Write out the opening lines of the data word for word, up to and including the line with "inset:0; background:#132c2d; transform-origin:0", and leave every picture and every later line out.

Given entries:
%%

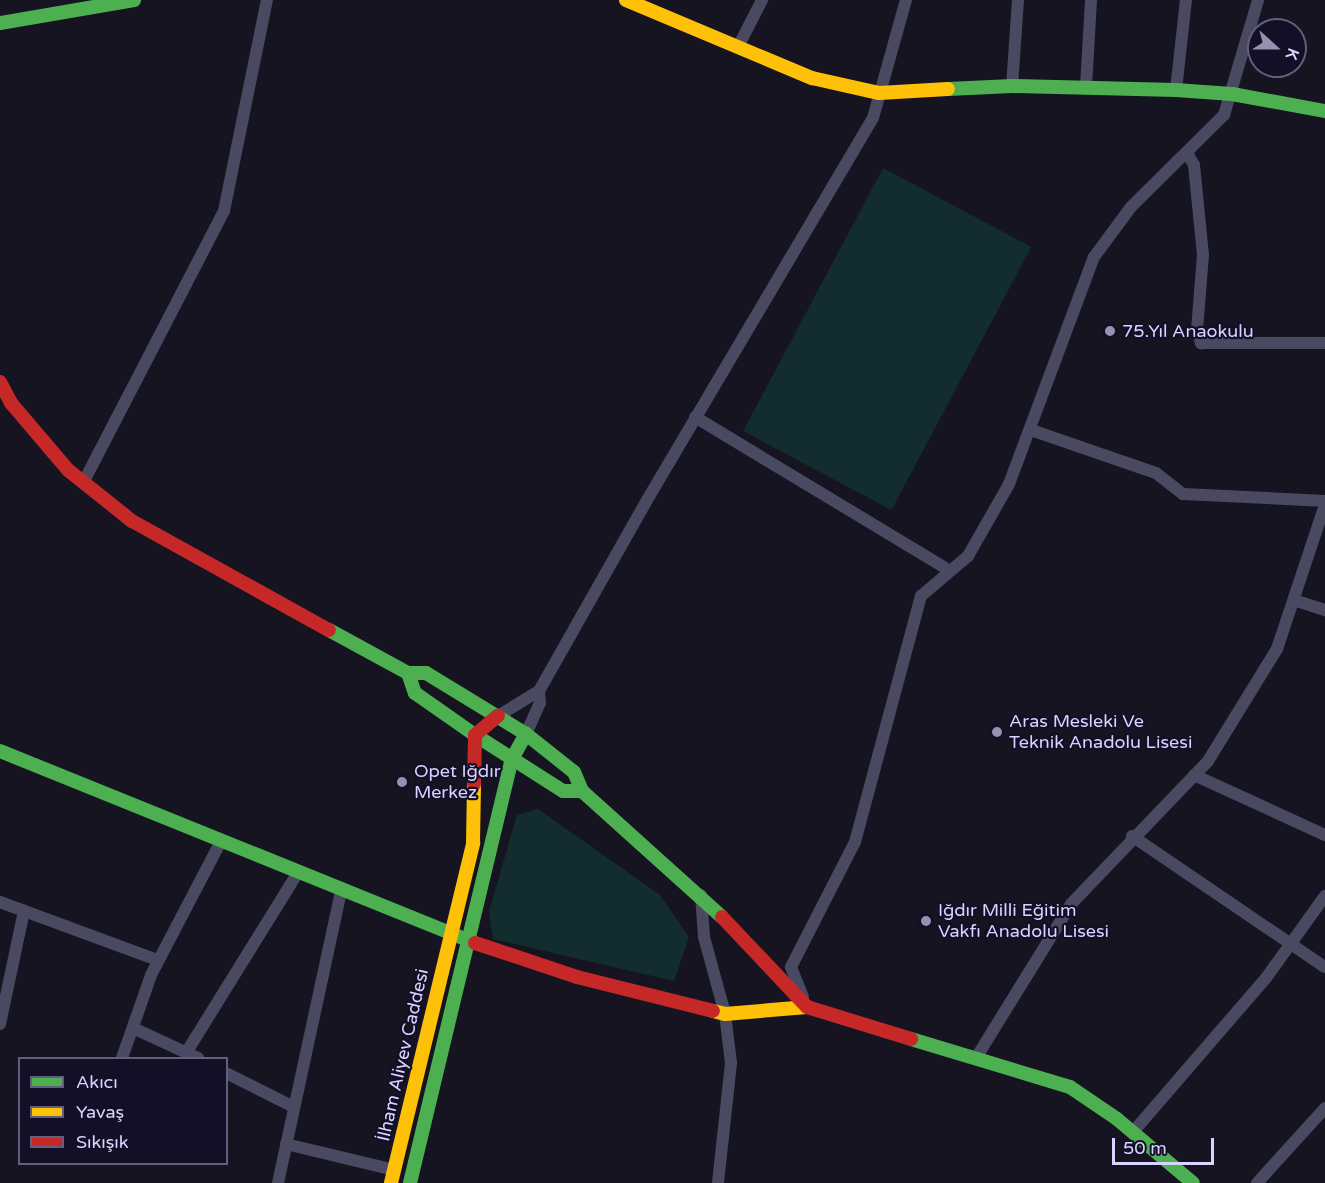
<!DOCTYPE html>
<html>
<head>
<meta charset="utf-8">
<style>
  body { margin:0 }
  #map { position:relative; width:1325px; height:1183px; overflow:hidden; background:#161421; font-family:"Varela Round",sans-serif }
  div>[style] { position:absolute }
  .green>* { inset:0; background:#132c2d; transform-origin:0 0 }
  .street>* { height:12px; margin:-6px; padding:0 6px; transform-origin:6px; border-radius:6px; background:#4a4962 }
  .fast>* { height:14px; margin:-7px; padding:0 7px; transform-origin:7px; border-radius:7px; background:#4caf50 }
  .slow>* { height:14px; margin:-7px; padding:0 7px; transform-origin:7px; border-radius:7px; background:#ffc107 }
  .jam>* { height:14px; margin:-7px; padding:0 7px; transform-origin:7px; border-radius:7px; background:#c62828 }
  .dots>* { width:16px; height:16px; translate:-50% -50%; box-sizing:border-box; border:3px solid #130f26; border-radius:50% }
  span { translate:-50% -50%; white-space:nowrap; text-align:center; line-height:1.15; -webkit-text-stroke:4.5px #130f26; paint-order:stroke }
  .poi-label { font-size:18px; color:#d9d4ff }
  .left { translate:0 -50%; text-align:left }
  .street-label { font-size:18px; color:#d9d4ff }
  .legend { position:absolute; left:18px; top:1057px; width:210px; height:108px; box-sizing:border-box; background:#130f26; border:2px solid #625e7d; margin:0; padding:8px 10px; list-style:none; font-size:18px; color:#d9d4ff }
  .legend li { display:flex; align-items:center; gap:12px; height:30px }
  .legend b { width:30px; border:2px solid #625e7d }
  .north { position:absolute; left:1247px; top:18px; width:60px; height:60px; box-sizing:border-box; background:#130f26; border:2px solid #625e7d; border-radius:50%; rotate:111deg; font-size:16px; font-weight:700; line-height:24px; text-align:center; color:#d9d4ff }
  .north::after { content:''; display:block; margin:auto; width:21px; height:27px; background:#9591b1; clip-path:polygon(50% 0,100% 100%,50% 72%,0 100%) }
  .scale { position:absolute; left:1112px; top:1138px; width:102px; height:27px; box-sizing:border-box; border:3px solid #d9d4ff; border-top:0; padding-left:8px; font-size:18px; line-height:21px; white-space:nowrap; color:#d9d4ff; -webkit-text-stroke:4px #130f26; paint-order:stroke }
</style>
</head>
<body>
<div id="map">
  <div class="green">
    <i style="left:883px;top:168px;width:168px;height:298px;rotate:28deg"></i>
    <i style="clip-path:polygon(538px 809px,660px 895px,689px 937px,674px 981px,493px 939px,489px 911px,517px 815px)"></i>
  </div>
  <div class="street">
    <i style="left:738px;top:47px;width:53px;rotate:-62.9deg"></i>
    <i style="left:1012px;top:86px;width:86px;rotate:-86deg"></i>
    <i style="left:1086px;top:87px;width:87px;rotate:-86.7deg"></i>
    <i style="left:1176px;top:90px;width:91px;rotate:-83.7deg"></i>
    <i style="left:1187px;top:153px;width:14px;rotate:60deg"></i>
    <i style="left:1194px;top:165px;width:90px;rotate:84.3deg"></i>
    <i style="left:1203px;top:255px;width:75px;rotate:94.6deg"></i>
    <i style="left:1197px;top:330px;width:14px;rotate:73deg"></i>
    <i style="left:1201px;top:343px;width:124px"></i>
    <i style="left:695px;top:417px;width:297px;rotate:31.1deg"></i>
    <i style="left:1031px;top:430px;width:132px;rotate:19deg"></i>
    <i style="left:1156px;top:473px;width:34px;rotate:38deg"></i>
    <i style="left:1183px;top:494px;width:142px;rotate:2.8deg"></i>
    <i style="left:83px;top:483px;width:306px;rotate:-62.6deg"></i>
    <i style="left:224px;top:211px;width:215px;rotate:-78.5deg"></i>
    <i style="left:1294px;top:600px;width:33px;rotate:18deg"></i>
    <i style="left:498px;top:716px;width:48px;rotate:-31.4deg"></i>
    <i style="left:526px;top:734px;width:34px;rotate:-66deg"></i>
    <i style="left:540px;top:703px;width:12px;rotate:-95deg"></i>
    <i style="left:539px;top:691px;width:225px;rotate:-60.5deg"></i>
    <i style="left:650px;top:495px;width:438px;rotate:-59.4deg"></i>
    <i style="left:873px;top:118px;width:123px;rotate:-74.4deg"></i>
    <i style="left:1194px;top:775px;width:144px;rotate:24.6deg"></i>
    <i style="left:1132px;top:836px;width:233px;rotate:34.2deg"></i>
    <i style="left:701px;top:895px;width:42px;rotate:85.9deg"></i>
    <i style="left:704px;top:937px;width:80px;rotate:74.7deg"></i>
    <i style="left:725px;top:1014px;width:49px;rotate:83deg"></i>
    <i style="left:731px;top:1063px;width:121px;rotate:96.2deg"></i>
    <i style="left:0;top:902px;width:168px;rotate:20.2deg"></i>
    <i style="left:803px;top:997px;width:32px;rotate:-112deg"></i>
    <i style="left:791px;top:967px;width:140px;rotate:-62.9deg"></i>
    <i style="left:855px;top:842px;width:255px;rotate:-75deg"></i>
    <i style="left:921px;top:596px;width:62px;rotate:-40.4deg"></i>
    <i style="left:968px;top:556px;width:83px;rotate:-60.3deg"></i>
    <i style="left:1009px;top:484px;width:242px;rotate:-69.5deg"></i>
    <i style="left:1094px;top:257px;width:62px;rotate:-53.5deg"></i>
    <i style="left:1131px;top:207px;width:131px;rotate:-44.7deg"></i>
    <i style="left:1224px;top:115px;width:120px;rotate:-73.5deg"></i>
    <i style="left:0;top:1024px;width:116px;rotate:-78deg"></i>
    <i style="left:133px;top:1028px;width:72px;rotate:24.8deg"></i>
    <i style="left:186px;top:1053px;width:214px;rotate:-58.2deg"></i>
    <i style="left:122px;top:1058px;width:88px;rotate:-70.7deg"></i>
    <i style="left:151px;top:975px;width:151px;rotate:-62.4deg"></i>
    <i style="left:976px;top:1058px;width:181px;rotate:-58.3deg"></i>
    <i style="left:1071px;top:904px;width:198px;rotate:-46.2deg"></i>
    <i style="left:1208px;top:761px;width:132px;rotate:-58.4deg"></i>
    <i style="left:1277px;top:649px;width:152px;rotate:-71.6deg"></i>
    <i style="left:226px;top:1073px;width:76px;rotate:26.6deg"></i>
    <i style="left:1133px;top:1132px;width:203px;rotate:-49.2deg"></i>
    <i style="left:1266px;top:978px;width:101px;rotate:-54.3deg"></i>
    <i style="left:286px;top:1144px;width:111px;rotate:13.5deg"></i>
    <i style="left:278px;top:1183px;width:302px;rotate:-77.8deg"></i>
    <i style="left:1257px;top:1183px;width:101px;rotate:-47.8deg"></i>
  </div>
  <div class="fast">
    <i style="left:0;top:23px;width:136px;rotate:-9.7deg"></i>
    <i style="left:948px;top:89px;width:64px;rotate:-2.7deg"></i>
    <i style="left:1012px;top:86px;width:164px;rotate:1.4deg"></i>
    <i style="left:1176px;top:90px;width:56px;rotate:4.1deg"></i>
    <i style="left:1232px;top:94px;width:95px;rotate:10.4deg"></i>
    <i style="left:329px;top:630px;width:90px;rotate:28.6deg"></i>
    <i style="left:408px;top:673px;width:18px"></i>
    <i style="left:426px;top:673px;width:117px;rotate:31.4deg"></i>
    <i style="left:526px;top:734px;width:61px;rotate:38.4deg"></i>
    <i style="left:574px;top:772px;width:21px;rotate:67deg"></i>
    <i style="left:582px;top:791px;width:188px;rotate:42deg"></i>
    <i style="left:408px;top:673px;width:21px;rotate:71deg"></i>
    <i style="left:415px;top:693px;width:73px;rotate:35deg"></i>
    <i style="left:475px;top:735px;width:104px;rotate:32.5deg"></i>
    <i style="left:563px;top:791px;width:19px"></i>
    <i style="left:0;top:751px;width:512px;rotate:22.01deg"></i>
    <i style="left:911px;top:1039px;width:166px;rotate:16.8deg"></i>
    <i style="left:1070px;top:1087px;width:57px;rotate:34.2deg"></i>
    <i style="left:1117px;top:1119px;width:99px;rotate:40.1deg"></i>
    <i style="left:410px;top:1183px;width:436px;rotate:-76.5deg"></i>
    <i style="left:512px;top:759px;width:29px;rotate:-61deg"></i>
  </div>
  <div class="slow">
    <i style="left:626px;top:0;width:202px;rotate:22.8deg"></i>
    <i style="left:812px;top:78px;width:69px;rotate:12.6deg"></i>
    <i style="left:879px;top:93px;width:69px;rotate:-3.3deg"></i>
    <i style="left:713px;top:1011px;width:12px;rotate:14deg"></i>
    <i style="left:725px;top:1014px;width:82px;rotate:-4.9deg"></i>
    <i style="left:391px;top:1183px;width:350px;rotate:-76.4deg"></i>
    <i style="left:473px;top:843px;width:59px;rotate:-89deg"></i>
  </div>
  <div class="jam">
    <i style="left:0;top:382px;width:24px;rotate:62deg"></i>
    <i style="left:11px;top:403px;width:88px;rotate:49.6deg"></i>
    <i style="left:68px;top:470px;width:82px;rotate:38.6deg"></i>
    <i style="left:132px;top:521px;width:225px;rotate:29deg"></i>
    <i style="left:474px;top:784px;width:49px;rotate:-88.8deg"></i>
    <i style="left:475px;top:735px;width:30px;rotate:-40deg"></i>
    <i style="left:722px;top:917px;width:124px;rotate:46.6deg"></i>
    <i style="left:807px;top:1007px;width:109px;rotate:17.1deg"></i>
    <i style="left:475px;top:943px;width:108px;rotate:18.4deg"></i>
    <i style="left:577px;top:977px;width:140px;rotate:14deg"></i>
  </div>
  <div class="dots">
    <i style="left:1110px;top:331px;background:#9591b1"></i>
    <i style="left:997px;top:732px;background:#9591b1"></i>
    <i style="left:402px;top:782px;background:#9591b1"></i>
    <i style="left:926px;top:921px;background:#9591b1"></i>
  </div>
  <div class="poi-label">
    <span class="left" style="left:1122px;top:331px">75.Yıl Anaokulu</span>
    <span class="left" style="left:1009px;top:732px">Aras Mesleki Ve<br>Teknik Anadolu Lisesi</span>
    <span class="left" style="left:414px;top:782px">Opet Iğdır<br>Merkez</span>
    <span class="left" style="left:938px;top:921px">Iğdır Milli Eğitim<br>Vakfı Anadolu Lisesi</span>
  </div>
  <div class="street-label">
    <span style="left:403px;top:1055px;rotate:-77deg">İlham Aliyev Caddesi</span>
  </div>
  <ul class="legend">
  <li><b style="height:8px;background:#4caf50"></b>Akıcı</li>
  <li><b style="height:8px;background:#ffc107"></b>Yavaş</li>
  <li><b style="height:8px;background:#c62828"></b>Sıkışık</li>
  </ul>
  <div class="north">K</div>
  <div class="scale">50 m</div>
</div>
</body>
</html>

%%

Result below:
<!DOCTYPE html>
<html>
<head>
<meta charset="utf-8">
<style>
  body { margin:0 }
  #map { position:relative; width:1325px; height:1183px; overflow:hidden; background:#161421; font-family:"Varela Round",sans-serif }
  div>[style] { position:absolute }
  .green>* { inset:0; background:#132c2d; transform-origin:0 0 }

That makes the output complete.